_Goal of the exercise_: The lines below that include the word "Fresno" are to be reported.

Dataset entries
======

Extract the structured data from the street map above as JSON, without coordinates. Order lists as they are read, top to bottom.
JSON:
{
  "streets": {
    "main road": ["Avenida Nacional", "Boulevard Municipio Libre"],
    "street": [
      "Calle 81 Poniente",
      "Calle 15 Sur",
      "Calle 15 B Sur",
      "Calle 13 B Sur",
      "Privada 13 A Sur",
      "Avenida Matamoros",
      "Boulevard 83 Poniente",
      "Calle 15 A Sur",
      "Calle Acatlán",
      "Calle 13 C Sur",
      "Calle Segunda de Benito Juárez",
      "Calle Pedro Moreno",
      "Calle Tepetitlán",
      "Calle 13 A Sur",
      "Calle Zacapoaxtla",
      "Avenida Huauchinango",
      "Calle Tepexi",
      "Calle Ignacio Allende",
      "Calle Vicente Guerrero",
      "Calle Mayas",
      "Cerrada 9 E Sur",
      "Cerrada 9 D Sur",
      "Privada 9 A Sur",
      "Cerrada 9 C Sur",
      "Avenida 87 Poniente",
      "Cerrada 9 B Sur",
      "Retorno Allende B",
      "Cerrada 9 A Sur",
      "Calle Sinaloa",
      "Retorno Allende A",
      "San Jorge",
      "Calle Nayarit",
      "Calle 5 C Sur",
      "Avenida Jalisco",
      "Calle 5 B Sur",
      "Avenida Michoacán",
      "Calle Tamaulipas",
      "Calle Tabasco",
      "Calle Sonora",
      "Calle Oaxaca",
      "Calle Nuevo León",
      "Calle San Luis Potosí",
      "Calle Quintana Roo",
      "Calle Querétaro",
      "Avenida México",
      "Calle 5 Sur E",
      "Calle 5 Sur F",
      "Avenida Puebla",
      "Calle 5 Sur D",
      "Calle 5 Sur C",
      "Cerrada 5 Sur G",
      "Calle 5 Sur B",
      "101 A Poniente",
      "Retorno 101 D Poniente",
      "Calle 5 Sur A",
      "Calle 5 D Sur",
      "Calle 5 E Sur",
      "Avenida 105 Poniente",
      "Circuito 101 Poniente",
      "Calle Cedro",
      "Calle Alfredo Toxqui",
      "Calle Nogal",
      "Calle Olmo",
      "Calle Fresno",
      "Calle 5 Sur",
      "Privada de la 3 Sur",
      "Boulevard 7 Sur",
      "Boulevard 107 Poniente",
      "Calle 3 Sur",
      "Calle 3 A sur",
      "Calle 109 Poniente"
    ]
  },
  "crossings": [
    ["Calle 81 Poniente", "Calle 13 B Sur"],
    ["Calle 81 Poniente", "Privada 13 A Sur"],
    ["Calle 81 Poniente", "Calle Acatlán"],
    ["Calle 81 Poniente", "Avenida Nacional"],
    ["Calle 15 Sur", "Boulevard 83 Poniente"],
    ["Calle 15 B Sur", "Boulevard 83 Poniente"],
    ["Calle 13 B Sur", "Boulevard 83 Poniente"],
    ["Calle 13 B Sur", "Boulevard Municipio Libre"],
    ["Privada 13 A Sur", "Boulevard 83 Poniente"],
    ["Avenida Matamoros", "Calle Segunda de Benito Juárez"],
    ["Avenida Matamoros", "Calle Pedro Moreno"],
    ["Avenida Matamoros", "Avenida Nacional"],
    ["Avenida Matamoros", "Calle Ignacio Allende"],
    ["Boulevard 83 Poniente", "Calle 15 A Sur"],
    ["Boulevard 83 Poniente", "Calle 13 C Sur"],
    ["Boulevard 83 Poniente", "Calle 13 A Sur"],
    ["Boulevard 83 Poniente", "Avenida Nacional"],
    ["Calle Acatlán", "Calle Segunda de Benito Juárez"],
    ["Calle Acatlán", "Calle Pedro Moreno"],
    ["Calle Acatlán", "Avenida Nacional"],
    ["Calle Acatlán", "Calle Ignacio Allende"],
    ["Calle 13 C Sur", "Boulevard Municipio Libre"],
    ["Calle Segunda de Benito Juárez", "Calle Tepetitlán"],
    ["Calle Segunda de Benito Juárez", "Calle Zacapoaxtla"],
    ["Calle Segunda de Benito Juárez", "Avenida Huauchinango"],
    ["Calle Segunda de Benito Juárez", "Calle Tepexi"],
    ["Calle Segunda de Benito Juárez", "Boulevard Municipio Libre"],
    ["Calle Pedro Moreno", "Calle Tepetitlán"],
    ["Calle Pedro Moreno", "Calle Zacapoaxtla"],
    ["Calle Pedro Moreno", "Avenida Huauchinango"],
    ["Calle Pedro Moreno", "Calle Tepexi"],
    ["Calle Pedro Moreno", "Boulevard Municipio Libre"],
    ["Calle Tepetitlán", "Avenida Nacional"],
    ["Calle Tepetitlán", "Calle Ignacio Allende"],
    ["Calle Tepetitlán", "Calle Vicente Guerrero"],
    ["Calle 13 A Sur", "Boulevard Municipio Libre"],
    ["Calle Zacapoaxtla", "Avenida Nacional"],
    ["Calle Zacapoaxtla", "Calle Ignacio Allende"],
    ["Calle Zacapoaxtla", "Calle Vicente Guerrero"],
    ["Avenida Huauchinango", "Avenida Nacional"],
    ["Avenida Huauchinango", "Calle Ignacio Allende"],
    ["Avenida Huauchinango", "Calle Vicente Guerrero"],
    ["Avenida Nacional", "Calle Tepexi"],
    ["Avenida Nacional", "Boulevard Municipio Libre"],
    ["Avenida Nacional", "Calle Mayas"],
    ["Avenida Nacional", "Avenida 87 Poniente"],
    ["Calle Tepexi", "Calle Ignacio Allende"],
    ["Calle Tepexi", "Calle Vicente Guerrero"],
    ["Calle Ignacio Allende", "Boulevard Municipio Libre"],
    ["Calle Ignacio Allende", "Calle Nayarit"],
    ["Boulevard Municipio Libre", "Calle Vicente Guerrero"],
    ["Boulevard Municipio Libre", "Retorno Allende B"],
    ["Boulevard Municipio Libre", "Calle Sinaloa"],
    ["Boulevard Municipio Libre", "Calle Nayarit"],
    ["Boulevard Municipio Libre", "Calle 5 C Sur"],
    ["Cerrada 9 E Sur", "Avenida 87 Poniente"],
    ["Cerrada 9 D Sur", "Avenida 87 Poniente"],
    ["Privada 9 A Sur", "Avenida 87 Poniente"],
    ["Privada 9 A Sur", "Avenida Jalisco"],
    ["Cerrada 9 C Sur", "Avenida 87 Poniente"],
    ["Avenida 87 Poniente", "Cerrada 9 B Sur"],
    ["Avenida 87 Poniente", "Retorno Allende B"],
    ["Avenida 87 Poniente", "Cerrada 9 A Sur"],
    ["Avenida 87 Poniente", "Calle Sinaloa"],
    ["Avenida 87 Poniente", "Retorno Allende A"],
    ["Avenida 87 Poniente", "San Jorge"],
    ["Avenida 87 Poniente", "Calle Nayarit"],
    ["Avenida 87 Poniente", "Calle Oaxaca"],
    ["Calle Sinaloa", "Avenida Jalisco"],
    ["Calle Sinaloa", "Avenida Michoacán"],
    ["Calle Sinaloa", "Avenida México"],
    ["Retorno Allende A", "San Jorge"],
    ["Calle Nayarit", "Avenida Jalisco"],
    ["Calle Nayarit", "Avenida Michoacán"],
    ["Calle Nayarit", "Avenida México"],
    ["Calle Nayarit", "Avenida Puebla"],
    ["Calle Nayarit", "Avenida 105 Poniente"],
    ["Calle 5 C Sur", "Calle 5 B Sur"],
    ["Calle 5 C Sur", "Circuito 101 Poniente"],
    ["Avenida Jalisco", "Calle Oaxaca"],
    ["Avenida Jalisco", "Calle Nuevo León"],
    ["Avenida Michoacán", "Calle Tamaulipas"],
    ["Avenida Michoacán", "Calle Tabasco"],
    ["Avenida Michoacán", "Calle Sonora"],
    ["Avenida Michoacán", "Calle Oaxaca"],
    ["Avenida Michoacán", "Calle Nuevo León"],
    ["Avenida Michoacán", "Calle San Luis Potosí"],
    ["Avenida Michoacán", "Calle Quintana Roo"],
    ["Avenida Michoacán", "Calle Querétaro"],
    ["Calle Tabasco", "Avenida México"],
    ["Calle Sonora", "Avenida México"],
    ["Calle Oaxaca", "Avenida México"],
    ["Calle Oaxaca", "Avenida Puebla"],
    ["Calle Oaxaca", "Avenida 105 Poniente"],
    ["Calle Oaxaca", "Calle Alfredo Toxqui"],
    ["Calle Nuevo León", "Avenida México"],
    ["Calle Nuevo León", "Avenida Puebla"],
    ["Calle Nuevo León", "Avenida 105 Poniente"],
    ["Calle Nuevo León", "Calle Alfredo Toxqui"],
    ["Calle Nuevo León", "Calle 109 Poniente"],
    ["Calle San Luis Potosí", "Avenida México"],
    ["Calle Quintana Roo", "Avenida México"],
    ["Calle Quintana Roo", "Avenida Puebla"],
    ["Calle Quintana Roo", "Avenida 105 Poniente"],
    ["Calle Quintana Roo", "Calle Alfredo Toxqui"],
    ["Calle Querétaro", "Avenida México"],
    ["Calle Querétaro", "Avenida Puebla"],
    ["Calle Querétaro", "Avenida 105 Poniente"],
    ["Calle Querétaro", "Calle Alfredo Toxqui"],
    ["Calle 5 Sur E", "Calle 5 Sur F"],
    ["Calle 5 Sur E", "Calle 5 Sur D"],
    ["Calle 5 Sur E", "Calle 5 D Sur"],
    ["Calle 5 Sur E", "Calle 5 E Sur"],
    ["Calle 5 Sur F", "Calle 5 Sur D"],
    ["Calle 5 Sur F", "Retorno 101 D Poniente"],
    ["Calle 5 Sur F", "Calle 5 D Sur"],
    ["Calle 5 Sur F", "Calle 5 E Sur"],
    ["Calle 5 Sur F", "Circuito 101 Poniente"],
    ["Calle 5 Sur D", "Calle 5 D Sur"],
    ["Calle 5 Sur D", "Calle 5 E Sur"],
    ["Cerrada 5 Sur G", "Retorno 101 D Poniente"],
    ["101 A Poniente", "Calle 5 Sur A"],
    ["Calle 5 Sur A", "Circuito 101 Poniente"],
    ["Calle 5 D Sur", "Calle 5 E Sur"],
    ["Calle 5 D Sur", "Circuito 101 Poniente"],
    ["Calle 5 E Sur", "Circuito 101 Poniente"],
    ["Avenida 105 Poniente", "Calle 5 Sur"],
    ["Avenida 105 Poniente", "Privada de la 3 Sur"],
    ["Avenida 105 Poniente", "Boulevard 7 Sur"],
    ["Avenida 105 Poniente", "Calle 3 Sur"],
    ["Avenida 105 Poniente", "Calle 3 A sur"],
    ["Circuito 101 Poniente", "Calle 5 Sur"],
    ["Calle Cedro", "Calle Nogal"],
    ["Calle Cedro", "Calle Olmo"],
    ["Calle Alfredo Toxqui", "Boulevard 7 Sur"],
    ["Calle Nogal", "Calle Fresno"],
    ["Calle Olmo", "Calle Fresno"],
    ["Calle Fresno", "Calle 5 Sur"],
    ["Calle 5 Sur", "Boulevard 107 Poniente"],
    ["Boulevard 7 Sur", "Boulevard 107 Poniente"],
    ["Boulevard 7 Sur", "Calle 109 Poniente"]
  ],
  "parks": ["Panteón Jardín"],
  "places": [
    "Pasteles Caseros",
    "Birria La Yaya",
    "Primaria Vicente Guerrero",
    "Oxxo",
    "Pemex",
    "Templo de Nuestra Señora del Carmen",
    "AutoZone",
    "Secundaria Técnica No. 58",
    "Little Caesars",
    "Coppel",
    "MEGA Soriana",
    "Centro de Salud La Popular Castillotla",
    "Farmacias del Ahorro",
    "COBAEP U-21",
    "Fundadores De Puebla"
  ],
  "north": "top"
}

======

_Answer to this problem_:
      "Calle Fresno",
    ["Calle Nogal", "Calle Fresno"],
    ["Calle Olmo", "Calle Fresno"],
    ["Calle Fresno", "Calle 5 Sur"],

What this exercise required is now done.